Thursday, April 12, 2012

Blood of the Gods with Excrecor, Ramius, and Lore [Ralph's, Worcester, 4/5/2012]


Minimally impeded by traffic, I got out to Worcester pretty early, but still more or less on time, enough to unwind, notice the B's had gone a further two up since I left the sub shop back in the 128 belt, and start drinking before the bands went on.

Lore [5/7]
With what felt like a longer, and an indisputably more developed set than last time, Lore took a big step forward here in terms of both quality and metalness. The band's focus was a lot more apparent, and if it's still amenable to easy description, you're not going to go wrong with a band that is basically Behold... the Arctopus with both more prominent post-hardcore roots and a tighter hold on Atheist (and to a lesser extent, the rest of the first wave of art-death). There's still room for improvement, if you can tell that the guitar's prone to filling stuff in with doublet progressions through moderately obscure scales, or that a few riffs (such as bands like this have them, anyway) in "Black and White" are cut almost pattern-exact from Arctopus material, but they're definitely on the right track, and there's so much raw talent obvious in the band that further development is pretty much guaranteed. Depending on the particular direction, they may get more or fewer metal bills in the future, but this is definitely a band to keep an eye on.

This turned out to be "underrated band makes large improvements night", as will be seen in the rest of this post, only breaking down slightly on the headliners.

Ramius [5.5/7]
Their first show was pretty decent, but Ramius have only taken it up from there. This set presented a convincing picture of a band that have their feet thoroughly under them, and have the potential, at least, to make some significant waves. The Death references that characterized that prior show have been pared back, both by song selection and by changes to the material; those that remain still feel forced, but more importantly less consistent, as the bulk of their set was going in a completely different direction, a slightly less technical and more atmospheric blend of modern death metal, like if Hypocrisy spent a lot more time listening to Kalmah, or vice versa. There are still some rough edges, and with a band this new it's not yet set in stone which way they're going, let alone going to go, but the potential is definitely there. Very good stuff if they can keep it going, hammer the burrs out, and get it on record.

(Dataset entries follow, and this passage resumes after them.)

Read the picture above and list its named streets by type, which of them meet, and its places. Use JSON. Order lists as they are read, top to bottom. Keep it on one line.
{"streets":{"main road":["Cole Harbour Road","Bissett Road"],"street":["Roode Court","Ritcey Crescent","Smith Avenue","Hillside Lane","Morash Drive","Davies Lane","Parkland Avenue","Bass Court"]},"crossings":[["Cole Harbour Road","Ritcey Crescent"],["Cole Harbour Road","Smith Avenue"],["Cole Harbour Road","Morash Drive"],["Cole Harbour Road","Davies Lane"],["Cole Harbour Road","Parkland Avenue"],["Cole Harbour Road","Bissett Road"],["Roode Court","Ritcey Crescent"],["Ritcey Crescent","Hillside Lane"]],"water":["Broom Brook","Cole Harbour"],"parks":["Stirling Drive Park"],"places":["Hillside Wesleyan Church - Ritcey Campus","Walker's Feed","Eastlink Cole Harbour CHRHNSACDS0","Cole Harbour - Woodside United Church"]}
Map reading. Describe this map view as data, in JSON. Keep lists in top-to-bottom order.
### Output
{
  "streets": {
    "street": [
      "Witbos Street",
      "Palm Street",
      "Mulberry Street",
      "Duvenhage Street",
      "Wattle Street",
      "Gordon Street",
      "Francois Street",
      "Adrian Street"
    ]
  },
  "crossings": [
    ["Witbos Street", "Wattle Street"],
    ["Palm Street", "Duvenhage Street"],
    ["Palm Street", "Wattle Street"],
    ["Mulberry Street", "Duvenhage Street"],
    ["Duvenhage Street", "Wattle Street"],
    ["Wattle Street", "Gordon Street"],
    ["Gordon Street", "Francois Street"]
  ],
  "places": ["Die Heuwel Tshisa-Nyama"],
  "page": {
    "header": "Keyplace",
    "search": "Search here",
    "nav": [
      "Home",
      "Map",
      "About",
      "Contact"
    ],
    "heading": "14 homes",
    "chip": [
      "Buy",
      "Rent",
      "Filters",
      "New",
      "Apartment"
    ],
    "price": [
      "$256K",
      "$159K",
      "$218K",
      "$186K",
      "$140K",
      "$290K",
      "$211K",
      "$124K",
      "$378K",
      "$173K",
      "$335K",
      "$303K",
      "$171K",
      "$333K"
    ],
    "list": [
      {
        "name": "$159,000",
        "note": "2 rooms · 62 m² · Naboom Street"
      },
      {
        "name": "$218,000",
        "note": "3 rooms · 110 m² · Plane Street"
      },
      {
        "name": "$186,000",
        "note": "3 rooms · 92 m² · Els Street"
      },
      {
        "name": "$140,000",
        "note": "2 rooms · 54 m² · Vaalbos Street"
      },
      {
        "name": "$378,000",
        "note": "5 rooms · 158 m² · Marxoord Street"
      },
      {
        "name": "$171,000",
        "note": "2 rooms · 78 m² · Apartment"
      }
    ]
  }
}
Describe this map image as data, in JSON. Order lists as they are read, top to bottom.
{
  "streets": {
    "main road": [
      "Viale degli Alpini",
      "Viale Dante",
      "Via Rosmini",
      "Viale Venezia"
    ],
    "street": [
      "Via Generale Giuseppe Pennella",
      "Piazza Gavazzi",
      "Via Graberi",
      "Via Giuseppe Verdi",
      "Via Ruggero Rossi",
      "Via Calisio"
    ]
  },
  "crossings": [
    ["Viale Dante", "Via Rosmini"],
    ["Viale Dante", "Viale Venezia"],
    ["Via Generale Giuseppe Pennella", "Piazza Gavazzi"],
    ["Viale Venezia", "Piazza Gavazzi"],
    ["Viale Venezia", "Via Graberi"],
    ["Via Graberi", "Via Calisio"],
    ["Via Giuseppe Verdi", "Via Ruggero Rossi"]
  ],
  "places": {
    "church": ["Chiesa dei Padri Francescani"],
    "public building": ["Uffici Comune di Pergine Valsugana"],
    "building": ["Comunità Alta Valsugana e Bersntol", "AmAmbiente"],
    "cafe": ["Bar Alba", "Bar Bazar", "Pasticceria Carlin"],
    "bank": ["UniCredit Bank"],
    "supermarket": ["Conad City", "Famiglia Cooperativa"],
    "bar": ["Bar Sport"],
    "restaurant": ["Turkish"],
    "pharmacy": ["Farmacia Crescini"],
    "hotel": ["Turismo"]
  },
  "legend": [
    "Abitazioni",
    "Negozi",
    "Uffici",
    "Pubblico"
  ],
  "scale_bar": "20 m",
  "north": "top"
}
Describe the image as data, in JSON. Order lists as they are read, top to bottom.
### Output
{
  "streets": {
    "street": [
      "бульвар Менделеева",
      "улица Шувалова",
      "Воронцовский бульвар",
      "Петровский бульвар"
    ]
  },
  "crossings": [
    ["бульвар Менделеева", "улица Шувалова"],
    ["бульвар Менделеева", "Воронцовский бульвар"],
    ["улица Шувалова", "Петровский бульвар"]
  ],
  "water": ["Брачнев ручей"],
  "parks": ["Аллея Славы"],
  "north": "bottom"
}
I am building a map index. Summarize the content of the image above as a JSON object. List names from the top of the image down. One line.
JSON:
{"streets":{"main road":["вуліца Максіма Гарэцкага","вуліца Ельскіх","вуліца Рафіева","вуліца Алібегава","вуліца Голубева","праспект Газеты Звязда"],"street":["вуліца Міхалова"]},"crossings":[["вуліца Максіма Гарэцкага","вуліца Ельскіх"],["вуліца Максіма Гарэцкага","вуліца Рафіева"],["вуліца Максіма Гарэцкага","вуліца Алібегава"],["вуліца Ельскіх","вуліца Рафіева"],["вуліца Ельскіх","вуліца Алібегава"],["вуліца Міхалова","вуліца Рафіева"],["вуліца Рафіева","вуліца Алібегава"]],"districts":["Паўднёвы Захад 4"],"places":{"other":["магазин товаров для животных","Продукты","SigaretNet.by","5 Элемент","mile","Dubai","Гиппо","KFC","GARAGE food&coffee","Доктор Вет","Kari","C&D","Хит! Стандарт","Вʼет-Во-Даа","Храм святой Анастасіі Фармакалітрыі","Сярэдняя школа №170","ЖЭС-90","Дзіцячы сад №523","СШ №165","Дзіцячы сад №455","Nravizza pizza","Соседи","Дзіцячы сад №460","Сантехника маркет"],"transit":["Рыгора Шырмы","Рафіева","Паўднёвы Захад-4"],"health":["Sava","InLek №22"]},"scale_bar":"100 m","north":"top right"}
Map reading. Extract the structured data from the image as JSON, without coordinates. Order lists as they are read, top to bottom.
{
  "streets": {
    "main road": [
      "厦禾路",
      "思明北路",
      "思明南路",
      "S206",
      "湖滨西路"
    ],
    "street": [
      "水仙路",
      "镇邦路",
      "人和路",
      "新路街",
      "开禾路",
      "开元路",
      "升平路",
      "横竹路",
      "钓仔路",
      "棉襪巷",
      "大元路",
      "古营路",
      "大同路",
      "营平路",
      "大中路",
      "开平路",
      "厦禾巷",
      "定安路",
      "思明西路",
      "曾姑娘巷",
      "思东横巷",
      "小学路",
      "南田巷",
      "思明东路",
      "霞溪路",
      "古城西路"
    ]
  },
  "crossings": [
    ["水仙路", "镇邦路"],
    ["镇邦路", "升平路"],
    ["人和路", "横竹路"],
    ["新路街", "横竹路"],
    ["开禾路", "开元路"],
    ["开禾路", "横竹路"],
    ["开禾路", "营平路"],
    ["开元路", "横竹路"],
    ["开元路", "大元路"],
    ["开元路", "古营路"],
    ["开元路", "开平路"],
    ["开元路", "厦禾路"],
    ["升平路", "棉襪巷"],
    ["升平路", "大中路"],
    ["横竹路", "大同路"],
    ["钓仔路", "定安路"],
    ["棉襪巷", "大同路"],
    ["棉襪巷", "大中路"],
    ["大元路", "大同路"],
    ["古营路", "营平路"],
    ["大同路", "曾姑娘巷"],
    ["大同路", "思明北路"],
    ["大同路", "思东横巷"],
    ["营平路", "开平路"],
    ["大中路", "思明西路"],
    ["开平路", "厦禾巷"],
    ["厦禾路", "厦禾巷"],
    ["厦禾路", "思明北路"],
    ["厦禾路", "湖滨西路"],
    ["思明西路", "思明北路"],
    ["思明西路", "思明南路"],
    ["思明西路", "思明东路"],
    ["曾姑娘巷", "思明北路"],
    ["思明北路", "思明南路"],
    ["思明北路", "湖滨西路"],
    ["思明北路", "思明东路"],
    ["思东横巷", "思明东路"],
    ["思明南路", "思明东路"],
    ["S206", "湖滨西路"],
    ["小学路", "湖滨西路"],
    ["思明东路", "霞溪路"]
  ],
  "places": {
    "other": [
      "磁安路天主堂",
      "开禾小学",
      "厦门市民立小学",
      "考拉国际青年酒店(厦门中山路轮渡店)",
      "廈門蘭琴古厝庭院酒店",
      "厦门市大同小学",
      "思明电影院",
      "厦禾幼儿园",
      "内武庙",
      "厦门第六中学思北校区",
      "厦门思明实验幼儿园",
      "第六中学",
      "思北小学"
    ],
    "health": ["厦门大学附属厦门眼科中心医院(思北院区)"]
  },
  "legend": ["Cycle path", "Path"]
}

In the interest of completeness and the futile pursuit of objectivity, it should be noted that the arbitrary number pasted next to the band name does not include adjustments for a 95% pitch-perfect Primordial cover. "The Coffin Ships" is fairly long and pretty tough, but ultimately it's still a cover, and a pretty obvious one at that. (Other bands wishing to pander to openly biased fenians in the audience may wish to consider "The Soul Must Sleep" or "Death of the Gods", then reconsider based on the fact that this song saw the largest audience outflow of any single point in the night.)

Excrecor [5.5/7]
Other people in the audience shouted at the start that it didn't matter, but it certainly did: 3/4 of Excrecor turned in a good, solid performance, but one that was undermined by the fact that their bassist wasn't there. The band remains good enough, and good enough at songwriting, that they were able to overcome a lot of the deficit, but ultimately Excrecor writes their stuff for two guitars, one bass, and a drumset, and expects that it's going to be performed that way as well. It's good for the band that said material is good enough to mostly survive not being performed that way, but out in the audience most people, even those who most loudly wonder what bass players are for, even, would probably rather that it was. This was still a good performance, and in any metal band, yes, you are going to get the rhythm guitar line doubling up the bass a fair bit of the time, but the improvement Excrecor's made over previous outings was masked by being under-strength.

In here I did basically all of my merch; no Excrecor shirts on offer, so I picked up a swack of BotG stickers for a nominal fee, mostly for the purpose of passing out this summer. RFM coming, seriously.

The specious pointscore may not pick it up, but BotG continued the general improvement wave, smashing out a full, rounded set of their characteristicly dense, sludgy, punk-infected death-grind. The crowd, for whatever reason, didn't respond as strongly as might have been anticipated, but the music itself was still crushing, and delivered with what seemed like more energy than I've seen from the band previously, likely from actually having a stage big enough for everyone to move around on; I haven't seen them this high off the floor, or with proper space for a five-piece, since they opened for Morne last year, and back then it was like 1 in the afternoon. Solid, solid stuff, and the sooner they get another record together the better.

Show concluded, I beat feet for the highway and managed to get back in what I thought was good order. Family turbulence and being on call this week have delayed this, and will cause me to miss Summoning Hate tonight, but everything is wrapped up in time for Bobfest.